(Required action) Find and copy each line of the records where the string "Hagen" shows up.

(Raw data)
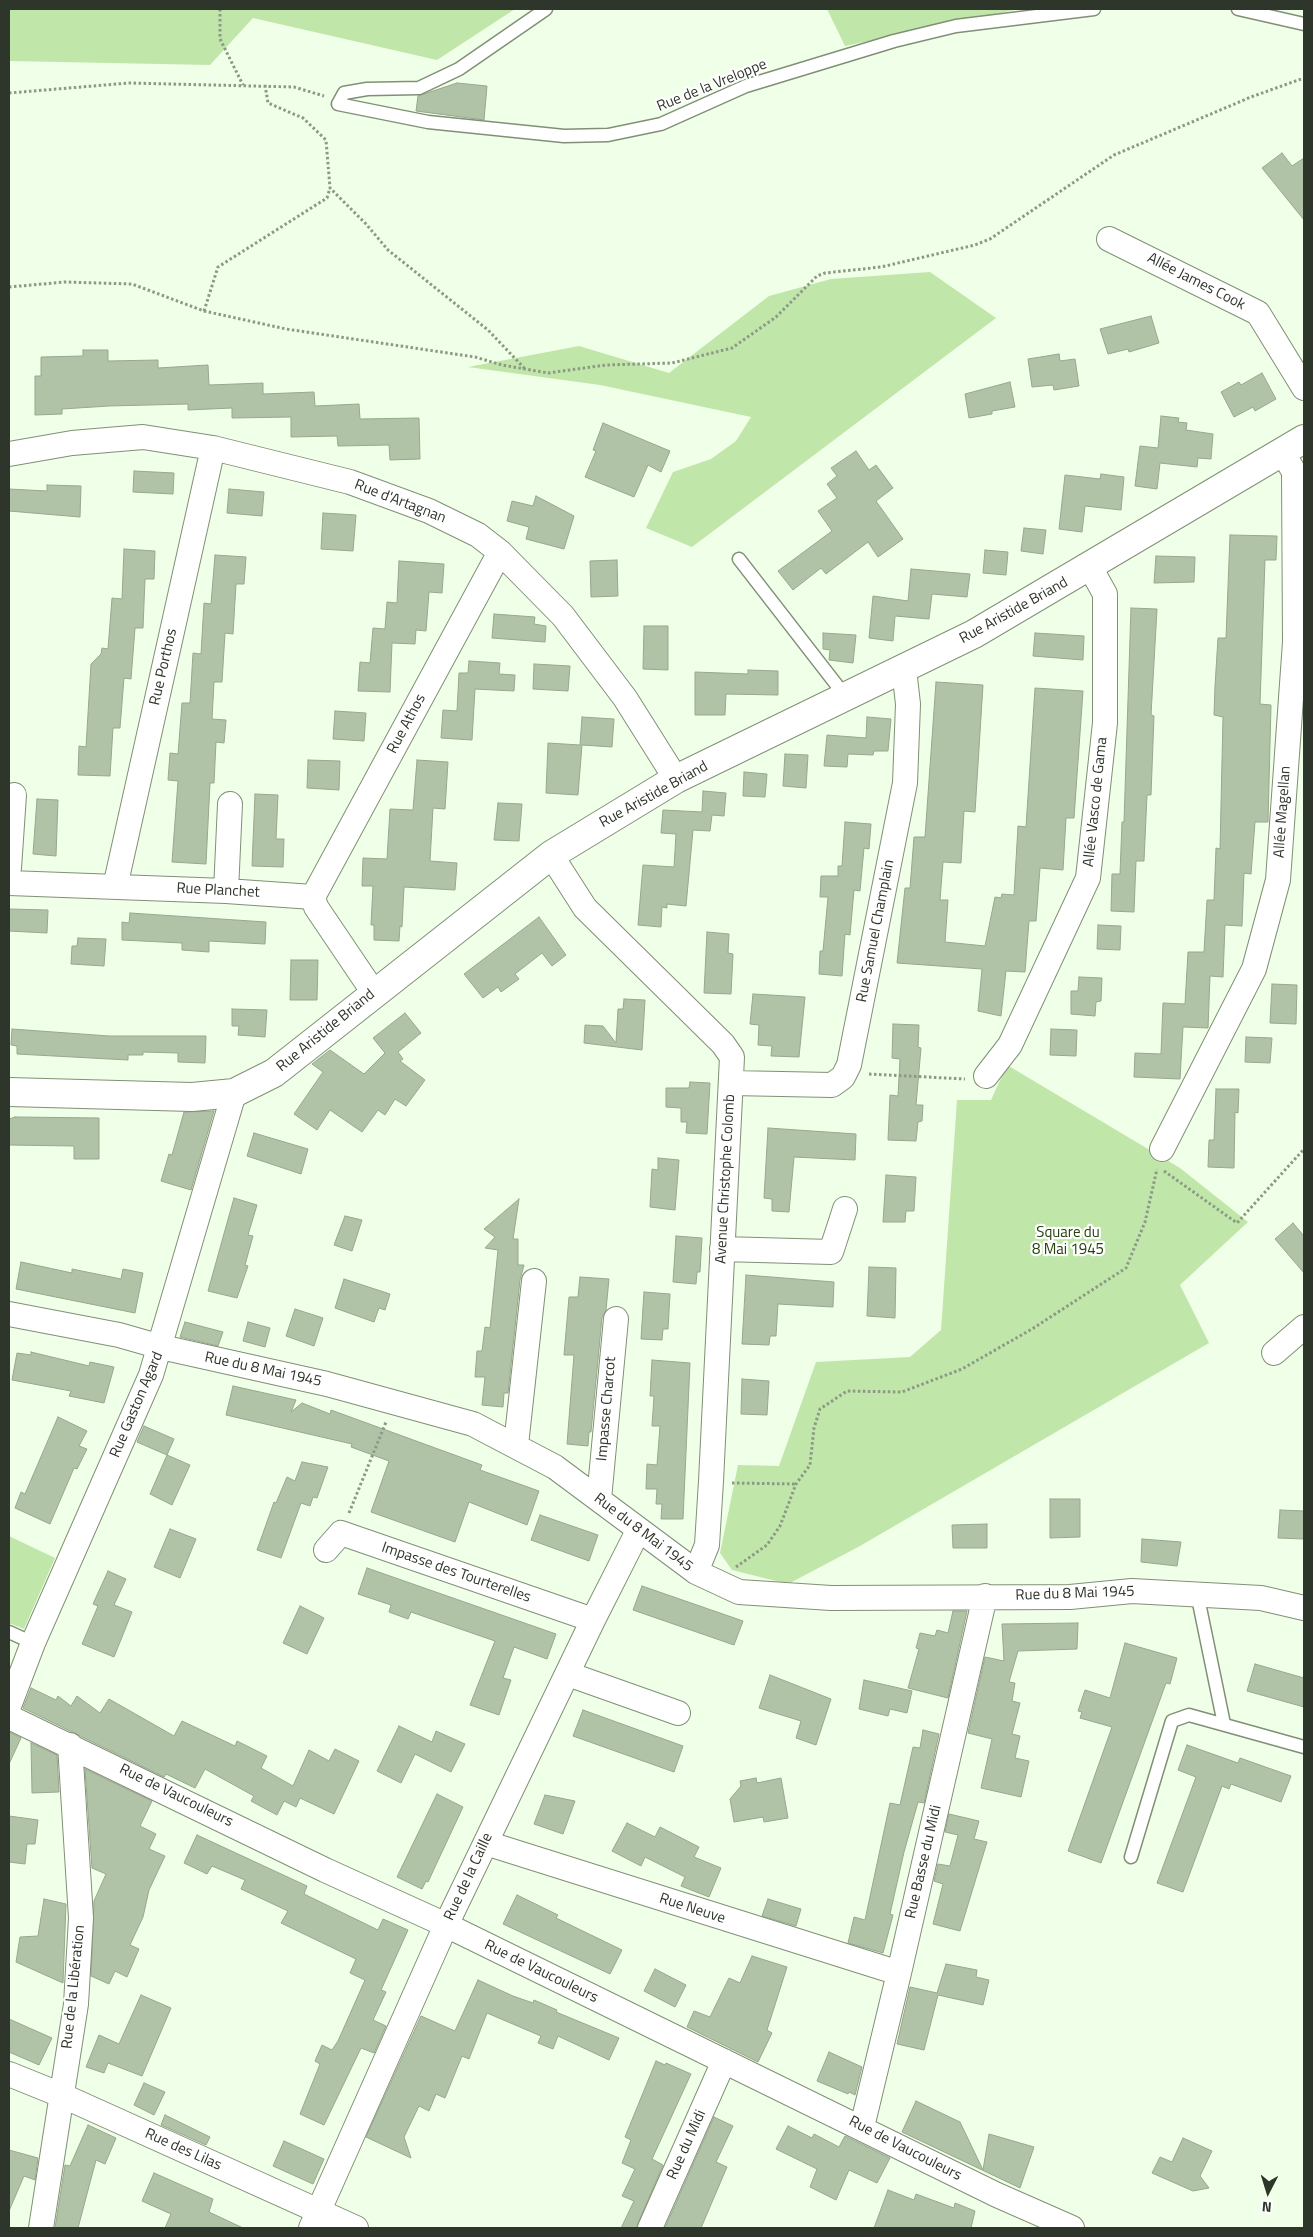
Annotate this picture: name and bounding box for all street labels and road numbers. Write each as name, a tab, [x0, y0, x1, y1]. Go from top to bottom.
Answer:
street label: Rue de la Vreloppe	[654, 56, 770, 116]
street label: Allée James Cook	[1144, 250, 1248, 314]
street label: Rue d'Artagnan	[352, 476, 448, 528]
street label: Rue Aristide Briand	[957, 574, 1071, 648]
street label: Rue Porthos	[146, 627, 182, 707]
street label: Rue Athos	[384, 691, 430, 757]
street label: Allée Vasco de Gama	[1080, 736, 1112, 868]
street label: Rue Aristide Briand	[597, 758, 711, 832]
street label: Allée Magellan	[1271, 765, 1295, 859]
street label: Rue Samuel Champlain	[853, 858, 899, 1004]
street label: Rue Planchet	[176, 880, 260, 902]
street label: Rue Aristide Briand	[273, 986, 379, 1076]
street label: Avenue Christophe Colomb	[713, 1094, 739, 1264]
street label: Rue Gaston Agard	[107, 1349, 167, 1461]
street label: Rue du 8 Mai 1945	[203, 1349, 323, 1391]
street label: Impasse Charcot	[593, 1356, 621, 1462]
street label: Rue du 8 Mai 1945	[590, 1490, 696, 1576]
street label: Impasse des Tourterelles	[379, 1539, 533, 1607]
street label: Rue du 8 Mai 1945	[1015, 1583, 1135, 1605]
street label: Rue de Vaucouleurs	[116, 1761, 236, 1831]
street label: Rue Basse du Midi	[902, 1804, 946, 1920]
street label: Rue de la Caille	[441, 1830, 497, 1924]
street label: Rue Neuve	[657, 1890, 727, 1928]
street label: Rue de la Libération	[59, 1924, 89, 2050]
street label: Rue de Vaucouleurs	[481, 1937, 601, 2007]
street label: Rue du Midi	[664, 2107, 710, 2183]
street label: Rue de Vaucouleurs	[846, 2113, 964, 2185]
street label: Rue des Lilas	[142, 2125, 224, 2175]

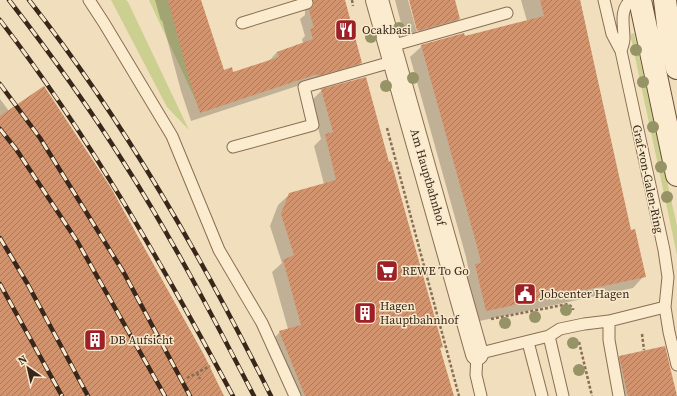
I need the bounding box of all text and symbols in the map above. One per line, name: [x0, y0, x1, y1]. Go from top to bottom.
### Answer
restaurant icon: Ocakbasi: [333, 17, 359, 43]
place label: Ocakbasi: [362, 22, 411, 38]
street label: Graf-von-Galen-Ring: [629, 123, 667, 235]
street label: Am Hauptbahnhof: [407, 127, 450, 229]
supermarket icon: REWE To Go: [374, 258, 400, 284]
place label: REWE To Go: [402, 263, 469, 279]
public building icon: Jobcenter Hagen: [512, 281, 538, 307]
place label: Jobcenter Hagen: [539, 286, 629, 302]
place label: Hagen Hauptbahnhof: [380, 298, 460, 328]
building icon: Hagen Hauptbahnhof: [352, 300, 378, 326]
building icon: DB Aufsicht: [82, 327, 108, 353]
place label: DB Aufsicht: [110, 332, 173, 348]
north arrow: [8, 348, 48, 388]
text: N: [15, 352, 30, 369]

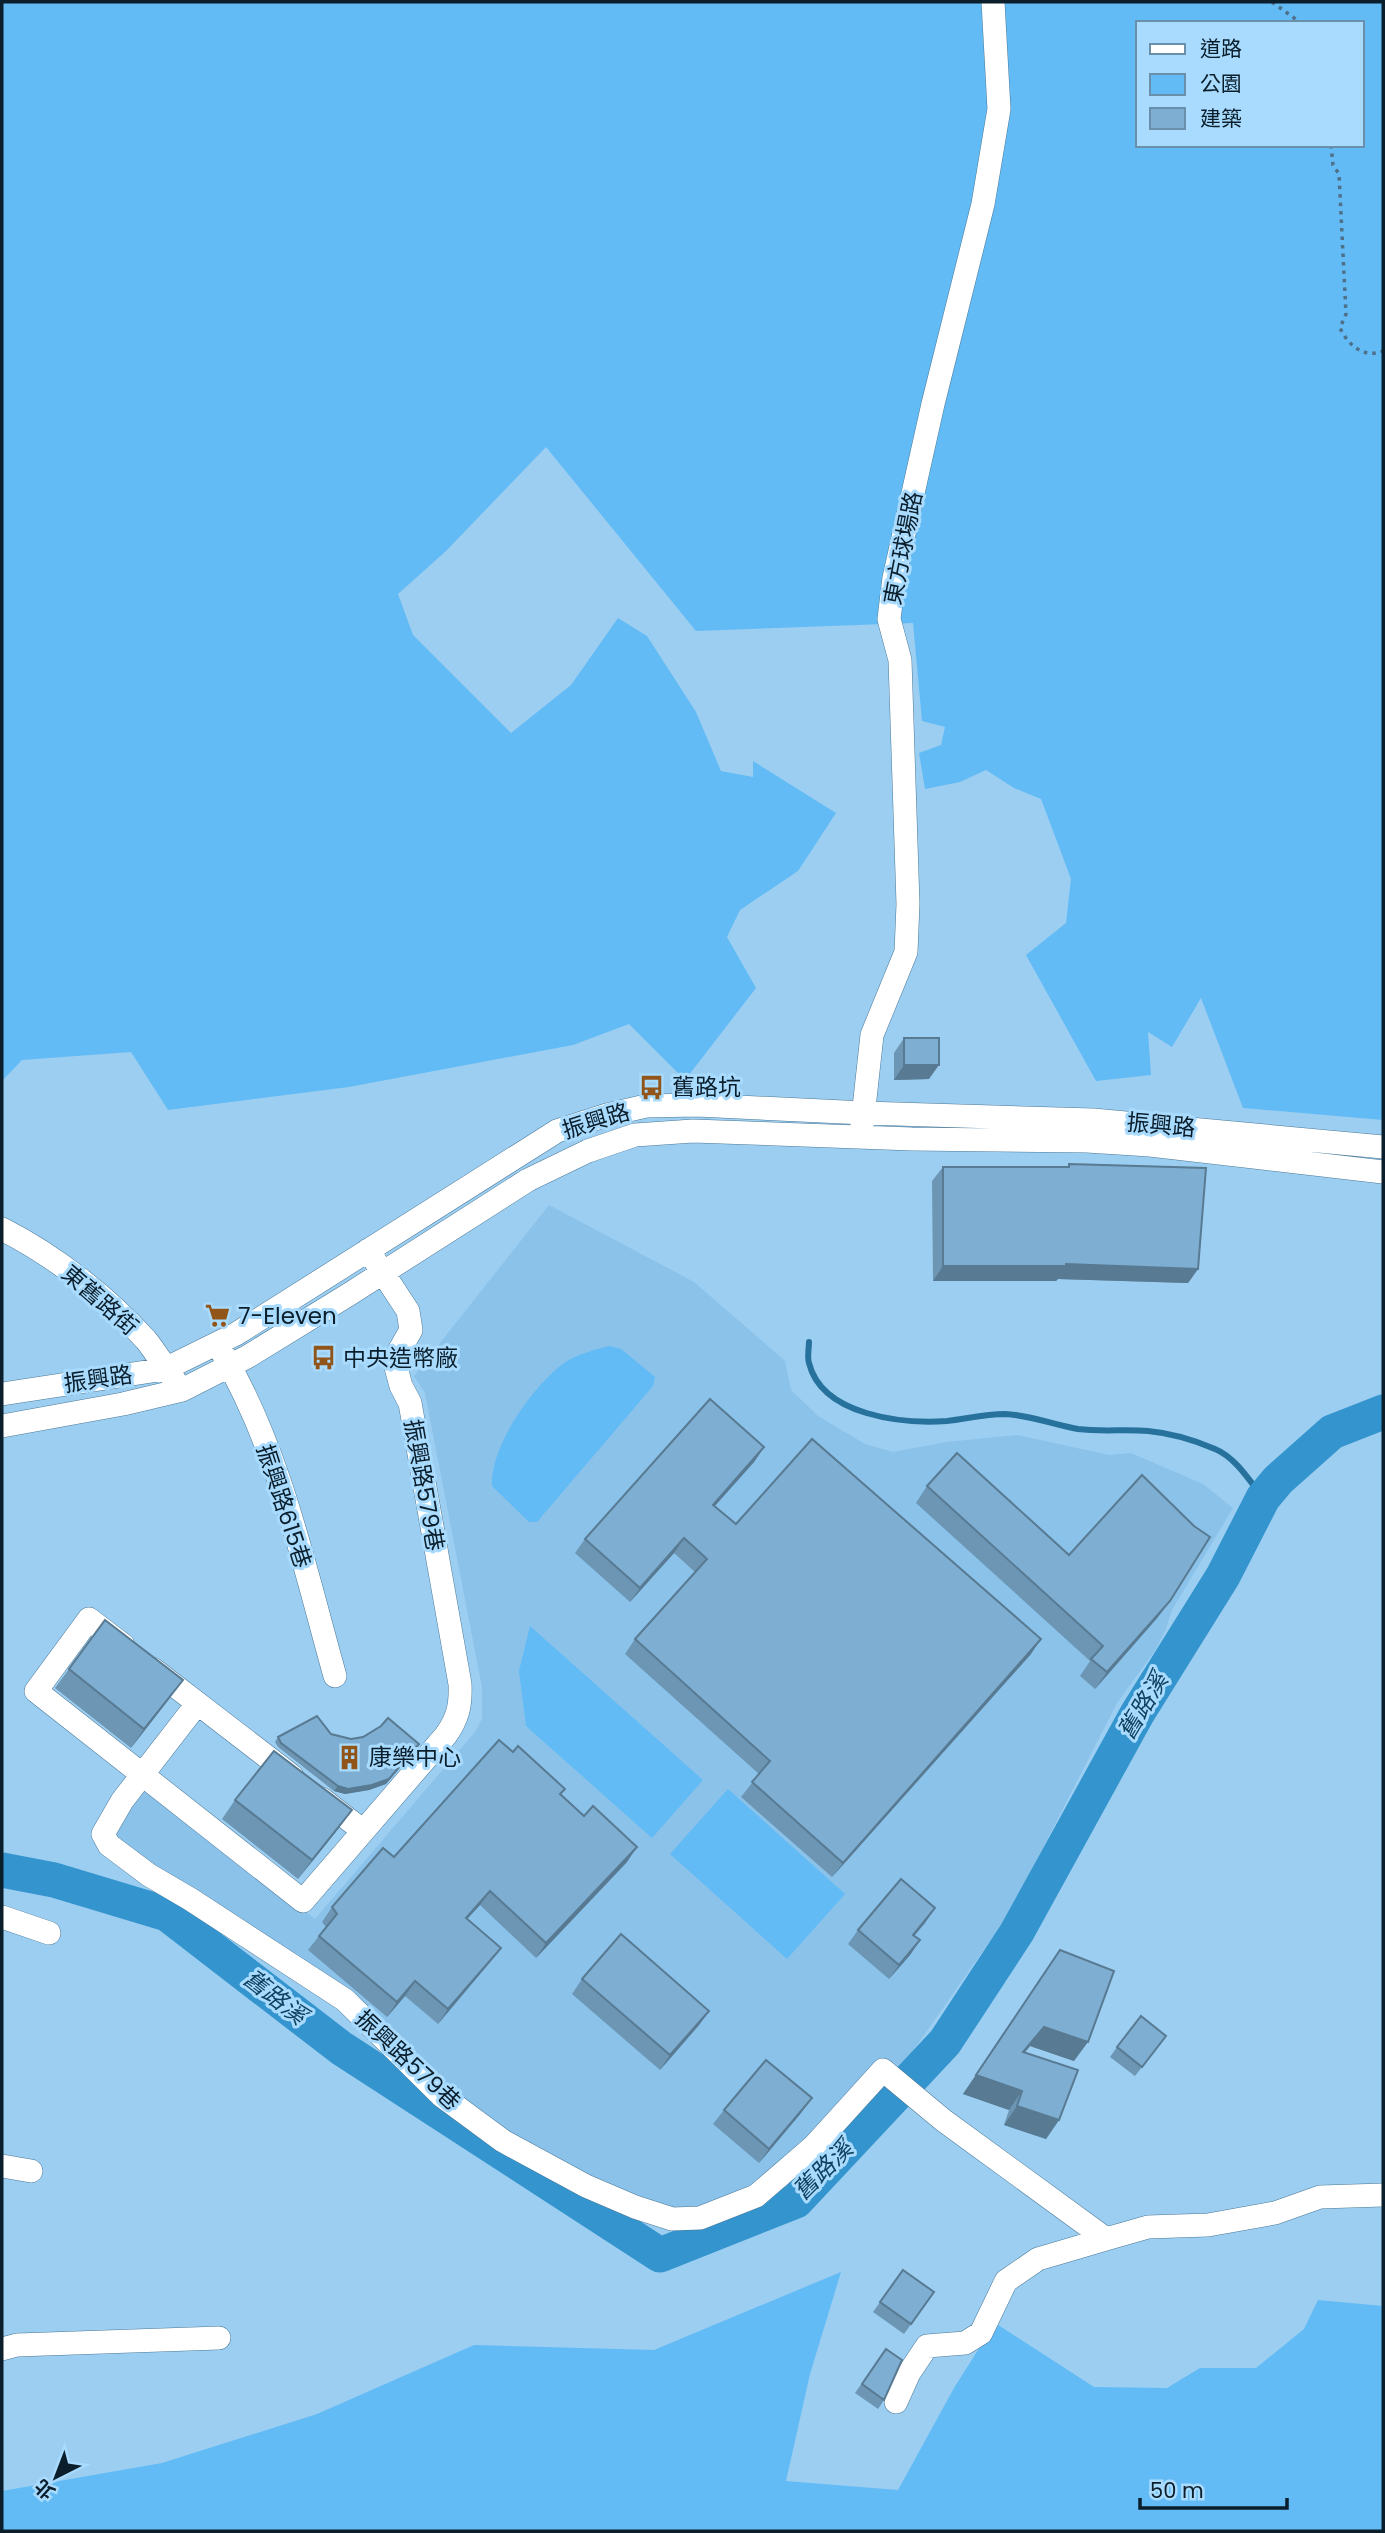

(Exercise output)
public building icon: Jobcenter Hagen: [512, 281, 538, 307]
place label: Jobcenter Hagen: [539, 286, 629, 302]
place label: Hagen Hauptbahnhof: [380, 298, 460, 328]
building icon: Hagen Hauptbahnhof: [352, 300, 378, 326]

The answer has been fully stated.